Your answer must consist of every line from the data below that includes the word "canvas".

◆ **RECORDS FOR THIS TASK**:
================
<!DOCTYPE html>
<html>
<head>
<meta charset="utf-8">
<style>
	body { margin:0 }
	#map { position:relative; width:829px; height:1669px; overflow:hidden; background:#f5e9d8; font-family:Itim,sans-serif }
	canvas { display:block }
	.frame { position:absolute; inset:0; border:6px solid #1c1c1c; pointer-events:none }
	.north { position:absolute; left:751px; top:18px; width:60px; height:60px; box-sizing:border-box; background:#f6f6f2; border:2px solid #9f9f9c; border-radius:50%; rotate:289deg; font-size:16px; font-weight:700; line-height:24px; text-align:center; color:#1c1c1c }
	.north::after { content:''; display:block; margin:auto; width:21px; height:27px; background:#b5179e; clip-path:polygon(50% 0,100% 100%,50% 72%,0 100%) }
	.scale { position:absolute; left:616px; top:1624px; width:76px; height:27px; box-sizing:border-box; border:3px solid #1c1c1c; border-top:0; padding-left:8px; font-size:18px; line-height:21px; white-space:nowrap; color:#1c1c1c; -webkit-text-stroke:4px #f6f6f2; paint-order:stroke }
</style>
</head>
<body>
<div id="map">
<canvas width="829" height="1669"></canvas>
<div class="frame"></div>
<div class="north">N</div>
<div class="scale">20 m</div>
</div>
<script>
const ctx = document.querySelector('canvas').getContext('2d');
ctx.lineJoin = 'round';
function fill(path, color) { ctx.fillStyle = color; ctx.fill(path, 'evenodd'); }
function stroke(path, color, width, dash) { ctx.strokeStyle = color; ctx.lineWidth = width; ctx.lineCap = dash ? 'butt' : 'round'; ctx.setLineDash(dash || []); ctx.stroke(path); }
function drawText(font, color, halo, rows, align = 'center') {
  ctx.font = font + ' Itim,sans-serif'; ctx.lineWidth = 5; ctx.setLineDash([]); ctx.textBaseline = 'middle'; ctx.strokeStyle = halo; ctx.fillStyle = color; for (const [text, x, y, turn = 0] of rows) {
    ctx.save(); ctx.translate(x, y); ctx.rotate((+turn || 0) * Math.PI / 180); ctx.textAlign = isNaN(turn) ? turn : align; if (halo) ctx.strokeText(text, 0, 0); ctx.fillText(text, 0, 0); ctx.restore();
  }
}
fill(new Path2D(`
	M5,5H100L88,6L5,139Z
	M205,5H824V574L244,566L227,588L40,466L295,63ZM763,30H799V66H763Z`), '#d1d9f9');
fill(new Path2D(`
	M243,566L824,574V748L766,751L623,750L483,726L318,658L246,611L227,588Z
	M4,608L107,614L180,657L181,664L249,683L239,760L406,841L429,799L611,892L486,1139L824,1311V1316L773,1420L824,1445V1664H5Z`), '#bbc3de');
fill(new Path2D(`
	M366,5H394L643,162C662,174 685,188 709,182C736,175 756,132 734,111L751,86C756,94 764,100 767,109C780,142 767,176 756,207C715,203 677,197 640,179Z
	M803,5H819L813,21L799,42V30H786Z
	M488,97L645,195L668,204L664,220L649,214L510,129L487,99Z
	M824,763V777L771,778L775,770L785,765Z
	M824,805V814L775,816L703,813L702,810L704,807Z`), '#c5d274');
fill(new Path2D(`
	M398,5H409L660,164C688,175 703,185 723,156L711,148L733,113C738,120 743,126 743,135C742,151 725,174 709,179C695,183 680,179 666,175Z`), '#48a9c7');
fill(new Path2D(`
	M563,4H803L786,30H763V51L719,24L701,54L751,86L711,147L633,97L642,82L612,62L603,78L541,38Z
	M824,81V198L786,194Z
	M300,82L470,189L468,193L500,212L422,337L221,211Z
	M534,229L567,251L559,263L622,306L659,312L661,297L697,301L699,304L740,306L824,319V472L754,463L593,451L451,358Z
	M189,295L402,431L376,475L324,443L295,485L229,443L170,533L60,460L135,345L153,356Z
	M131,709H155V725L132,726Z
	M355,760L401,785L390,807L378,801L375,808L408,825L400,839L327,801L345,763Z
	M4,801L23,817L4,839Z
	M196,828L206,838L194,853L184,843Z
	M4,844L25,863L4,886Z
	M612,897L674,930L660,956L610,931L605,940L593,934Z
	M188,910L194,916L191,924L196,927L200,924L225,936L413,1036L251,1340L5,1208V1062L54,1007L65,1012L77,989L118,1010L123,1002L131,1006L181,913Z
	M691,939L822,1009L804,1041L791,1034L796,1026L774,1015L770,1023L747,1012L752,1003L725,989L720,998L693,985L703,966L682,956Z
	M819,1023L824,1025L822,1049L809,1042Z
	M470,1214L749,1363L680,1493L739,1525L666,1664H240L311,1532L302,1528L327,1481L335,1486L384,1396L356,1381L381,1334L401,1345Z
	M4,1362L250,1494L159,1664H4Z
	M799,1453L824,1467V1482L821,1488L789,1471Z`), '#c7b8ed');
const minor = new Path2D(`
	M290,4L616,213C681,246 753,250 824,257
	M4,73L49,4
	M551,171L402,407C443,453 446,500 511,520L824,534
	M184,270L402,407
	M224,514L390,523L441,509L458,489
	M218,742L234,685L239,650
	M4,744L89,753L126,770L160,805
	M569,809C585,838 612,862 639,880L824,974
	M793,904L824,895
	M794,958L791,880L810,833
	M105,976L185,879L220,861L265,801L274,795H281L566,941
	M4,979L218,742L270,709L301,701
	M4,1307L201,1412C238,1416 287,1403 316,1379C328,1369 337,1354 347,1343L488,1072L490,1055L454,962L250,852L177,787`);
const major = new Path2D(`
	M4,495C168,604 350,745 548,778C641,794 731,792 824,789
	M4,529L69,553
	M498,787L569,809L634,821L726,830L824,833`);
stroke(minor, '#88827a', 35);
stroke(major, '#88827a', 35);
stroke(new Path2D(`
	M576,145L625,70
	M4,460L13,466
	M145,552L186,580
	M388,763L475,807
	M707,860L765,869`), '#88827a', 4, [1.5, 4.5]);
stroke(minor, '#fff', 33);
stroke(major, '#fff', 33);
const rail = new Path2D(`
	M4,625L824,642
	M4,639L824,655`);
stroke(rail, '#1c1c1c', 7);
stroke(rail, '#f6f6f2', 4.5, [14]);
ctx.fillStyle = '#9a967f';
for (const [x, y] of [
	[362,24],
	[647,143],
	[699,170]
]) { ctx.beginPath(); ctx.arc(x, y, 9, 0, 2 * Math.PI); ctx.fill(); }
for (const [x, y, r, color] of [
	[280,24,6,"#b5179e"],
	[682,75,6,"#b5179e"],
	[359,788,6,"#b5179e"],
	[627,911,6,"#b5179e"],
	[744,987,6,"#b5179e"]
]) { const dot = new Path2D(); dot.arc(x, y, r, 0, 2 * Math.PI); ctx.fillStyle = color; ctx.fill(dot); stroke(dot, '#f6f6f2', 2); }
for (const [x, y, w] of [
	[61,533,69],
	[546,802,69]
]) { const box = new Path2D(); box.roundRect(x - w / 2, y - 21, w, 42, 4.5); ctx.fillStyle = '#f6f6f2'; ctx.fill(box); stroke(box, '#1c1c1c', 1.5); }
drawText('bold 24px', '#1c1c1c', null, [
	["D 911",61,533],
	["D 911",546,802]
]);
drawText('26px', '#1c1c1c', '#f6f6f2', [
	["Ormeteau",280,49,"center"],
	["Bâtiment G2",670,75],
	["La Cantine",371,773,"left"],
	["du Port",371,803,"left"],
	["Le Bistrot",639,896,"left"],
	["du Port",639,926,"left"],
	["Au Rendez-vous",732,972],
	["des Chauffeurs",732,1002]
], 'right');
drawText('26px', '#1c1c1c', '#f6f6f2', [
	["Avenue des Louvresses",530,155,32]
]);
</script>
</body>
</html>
================
◆ **RESULT OF THIS TASK**:
	canvas { display:block }
<canvas width="829" height="1669"></canvas>
const ctx = document.querySelector('canvas').getContext('2d');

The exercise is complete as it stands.